It was the sort of scene I can’t walk past A muttly looking dog, a white-bearded homeless guy and a handmade cardboard sign offering: “Dog Tricks 1$.”
On the sidewalk along Franklin Street — the main drag in Chapel Hill — Mark Williams, after offering me some room on his bench, said he and his dog, Two Beans, have been homeless for about a year. “Work’s kind of slow now” in the construction /handyman/odd jobs field, he explained.
The dog trick — Two Beans knows only one — helps rake in enough money for meals.
I’d gone to Chapel Hill for a meeting of the Board of Advisers of the University of North Carolina’s School of Journalism and Mass Communication, an esteemed panel on which I still serve, despite having left my most recent newspaper job a year ago, and despite – other than doing some revisions on the book I left the business to write, and writing this website — being unemployed.

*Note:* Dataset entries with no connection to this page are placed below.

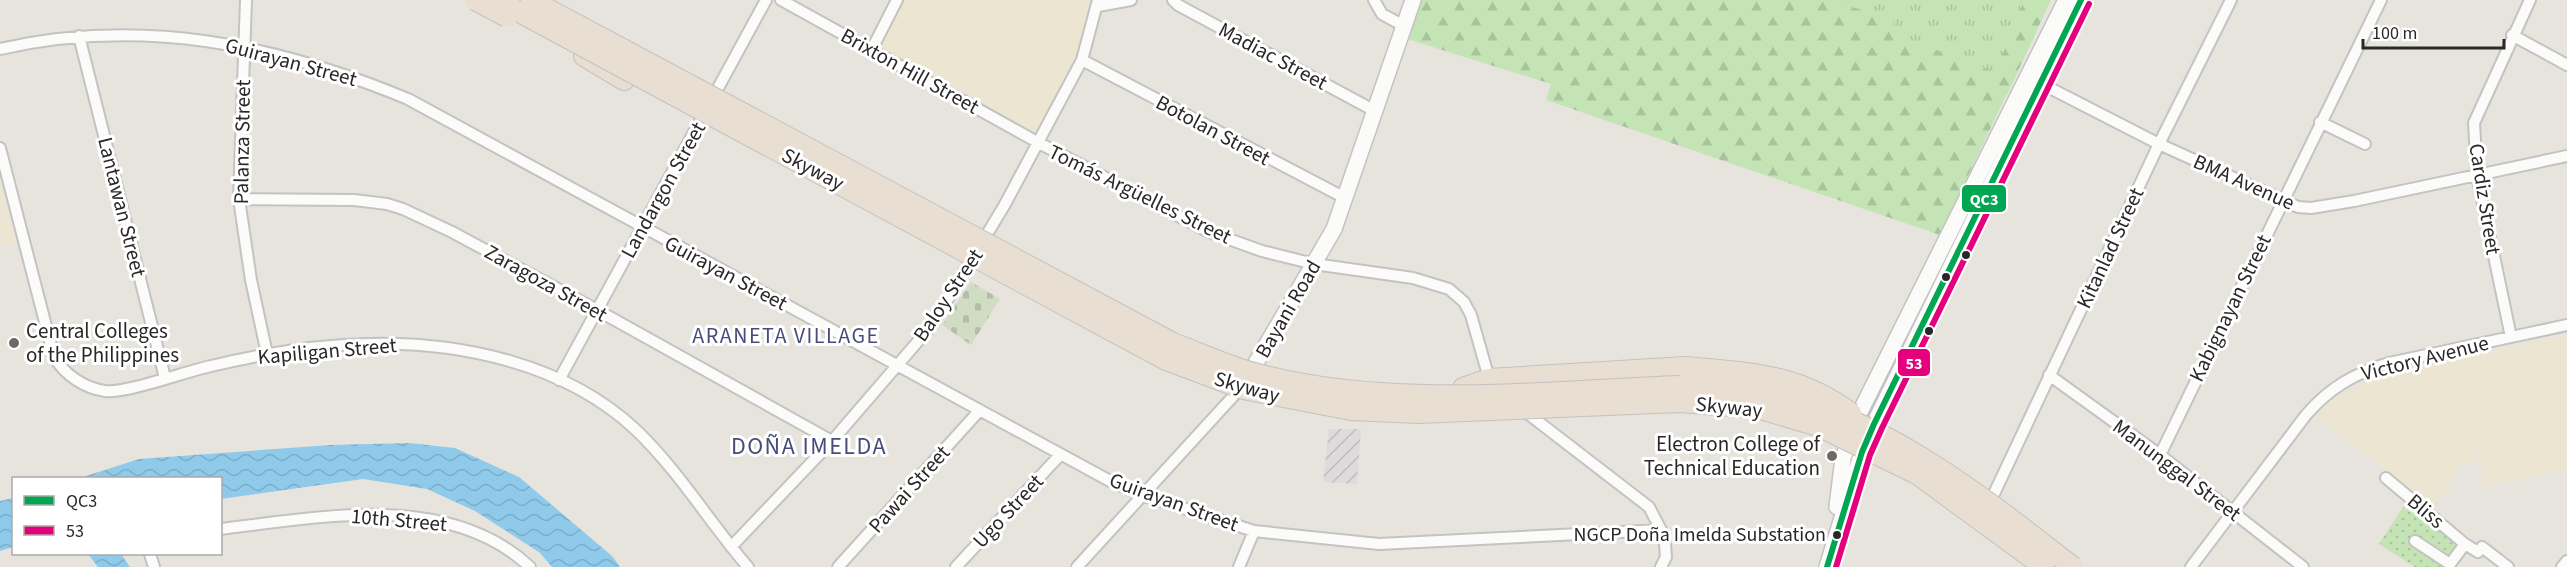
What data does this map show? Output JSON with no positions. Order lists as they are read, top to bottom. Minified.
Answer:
{"streets":{"highway":["Skyway"],"main road":["Bayani Road"],"street":["Madiac Street","Guirayan Street","Brixton Hill Street","Botolan Street","Palanza Street","BMA Avenue","Landargon Street","Tomás Argüelles Street","Cardiz Street","Lantawan Street","Kitanlad Street","Zaragoza Street","Baloy Street","Kabignayan Street","Kapiligan Street","Victory Avenue","Manunggal Street","Pawai Street","Ugo Street","Bliss","10th Street"]},"crossings":[["Madiac Street","Bayani Road"],["Guirayan Street","Palanza Street"],["Guirayan Street","Landargon Street"],["Guirayan Street","Lantawan Street"],["Guirayan Street","Baloy Street"],["Guirayan Street","Bayani Road"],["Guirayan Street","Pawai Street"],["Guirayan Street","Ugo Street"],["Brixton Hill Street","Tomás Argüelles Street"],["Brixton Hill Street","Baloy Street"],["Botolan Street","Baloy Street"],["Botolan Street","Bayani Road"],["Palanza Street","Zaragoza Street"],["Palanza Street","Kapiligan Street"],["BMA Avenue","Cardiz Street"],["BMA Avenue","Kitanlad Street"],["BMA Avenue","Kabignayan Street"],["Landargon Street","Zaragoza Street"],["Landargon Street","Kapiligan Street"],["Tomás Argüelles Street","Baloy Street"],["Tomás Argüelles Street","Bayani Road"],["Cardiz Street","Victory Avenue"],["Lantawan Street","Kapiligan Street"],["Kitanlad Street","Manunggal Street"],["Zaragoza Street","Baloy Street"],["Baloy Street","Kapiligan Street"],["Kabignayan Street","Manunggal Street"],["Victory Avenue","Manunggal Street"]],"districts":["ARANETA VILLAGE","DOÑA IMELDA"],"places":["Central Colleges of the Philippines","Electron College of Technical Education","NGCP Doña Imelda Substation"],"lines":["transit line QC3","transit line 53"],"legend":["QC3","53"],"scale_bar":"100 m"}
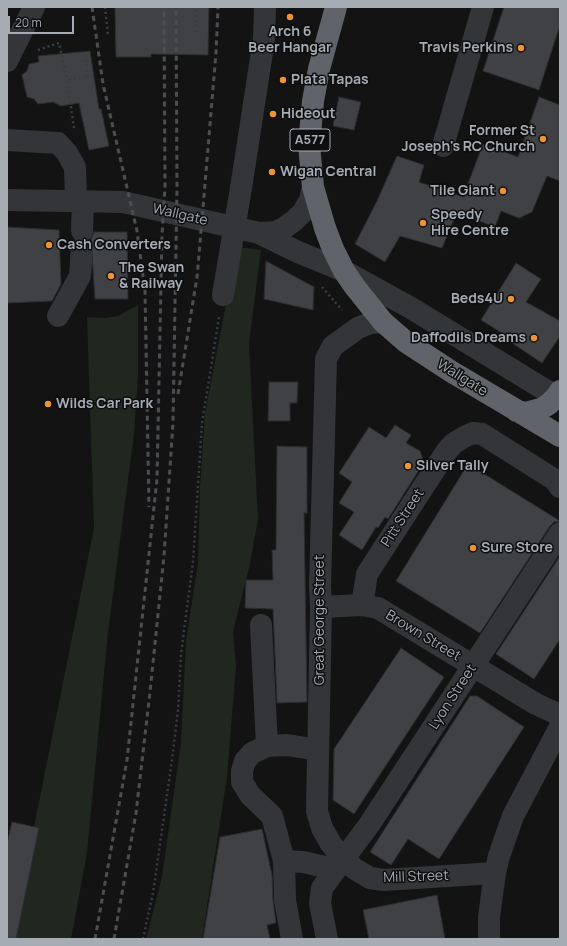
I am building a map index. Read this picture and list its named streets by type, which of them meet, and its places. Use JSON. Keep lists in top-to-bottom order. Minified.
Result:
{"streets":{"highway":["A577","Wallgate"],"street":["Pitt Street","Great George Street","Brown Street","Lyon Street","Mill Street"]},"crossings":[["A577","Wallgate"],["Wallgate","Great George Street"],["Pitt Street","Brown Street"],["Great George Street","Brown Street"],["Great George Street","Lyon Street"],["Great George Street","Mill Street"],["Brown Street","Lyon Street"],["Lyon Street","Mill Street"]],"places":["Arch 6 Beer Hangar","Travis Perkins","Plata Tapas","Hideout","Former St Joseph's RC Church","Wigan Central","Tile Giant","Speedy Hire Centre","Cash Converters","The Swan & Railway","Beds4U","Daffodils Dreams","Wilds Car Park","Silver Tally","Sure Store"],"scale_bar":"20 m"}
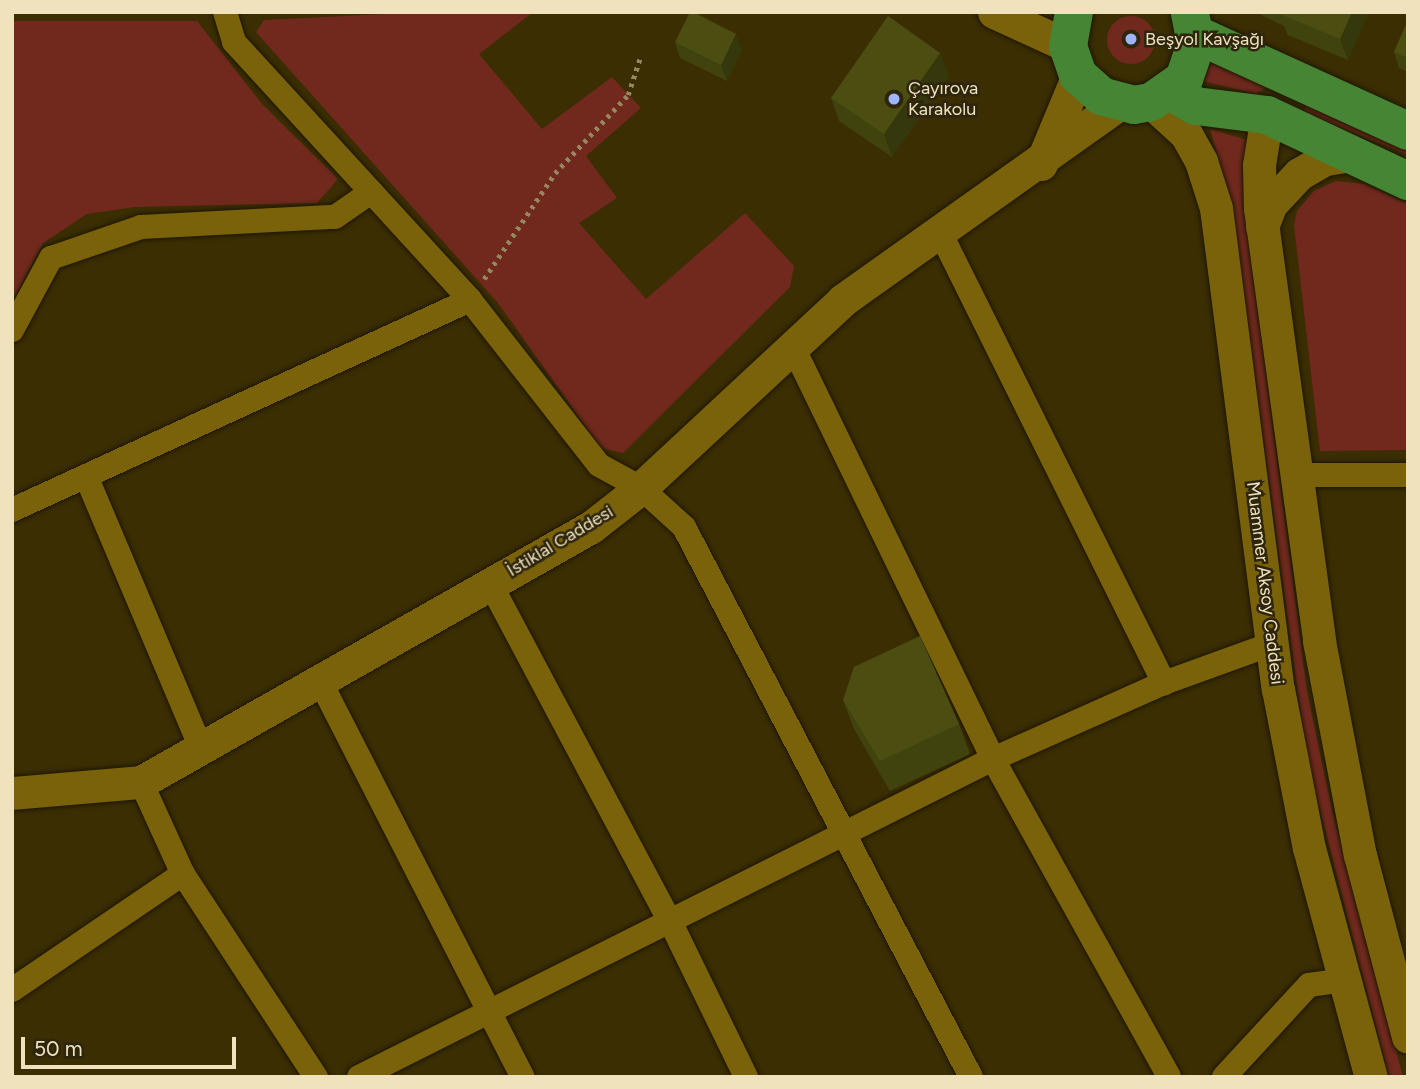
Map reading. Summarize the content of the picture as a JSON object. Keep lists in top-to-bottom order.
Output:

Twice a year at UNC, members of the board gather to hear what the school is up to in terms of research, fund-raising and curriculum changes, which are coming pretty fast and furious nowadays as the industry, facing declining profits, continues to try to pull new tricks out of its hat, or in some cases get a whole new hat.
This meeting was a special one because it’s the journalism school’s 100 birthday — a benchmark the university’s basketball program also hit this year. That’s pretty old, but there are older journalism schools, I learned during the festivities, such as the highly respected one at the University of Missouri, which was the nation’s first.
Getting ready to pick up my dog Ace (who I’d dropped off for a bath during the meeting) and leave town, I was walking down Franklin Street. Doing that always triggers memories of my days as a student. Thirty-four years ago, I was getting ready to graduate with my degree in journalism, and I was sending job applications to newspapers across the country. I used the seventy-some rejection letters I got then to wallpaper my room.
It dawned on me that, today, I’m in sort of the same situation – job hunting, getting a few rejections, and much more often getting no response at all. At least in the good old days, they sent you a form letter. Today, many companies often don’t even bother to acknowledge receipt of your application. While students are still finding jobs, the journalism job market — like journalism — seems tighter, shallower and meaner than ever.
So bleak, in fact, that when I saw Mark Williams’ sign, I ever so briefly considered getting my own piece of cardboard, picking up my dog and setting up shop on the next bench down, offering higher-priced, upscale dog tricks (the Starbucks approach) for $5 to cover gas for my trip home.
Two Beans’ trick requires a dollar bill. Having only $10, I asked Williams if that would work. He pocketed the ten-dollar bill and pulled from his other pocket a crumpled one-dollar bill. “Now go back in that alley and hide it somewhere, and Two Beans will find it.”
I wedged the bill behind a drainpipe, about waist high, and sure enough, Two Beans, when I called, came around the corner sniffed around, pulled it out, and brought it dutifully to his master.
Williams got the dog from a friend, shortly before he began a stretch of life on the streets. He named him Two Beans, he said, because the dog — a golden retriever-Rhodesian ridgeback mix, he suspects — is not neutered. Williams said police don’t give him any trouble about his street business. “They’d rather me do this than just be panhandling like these other guys,” he said.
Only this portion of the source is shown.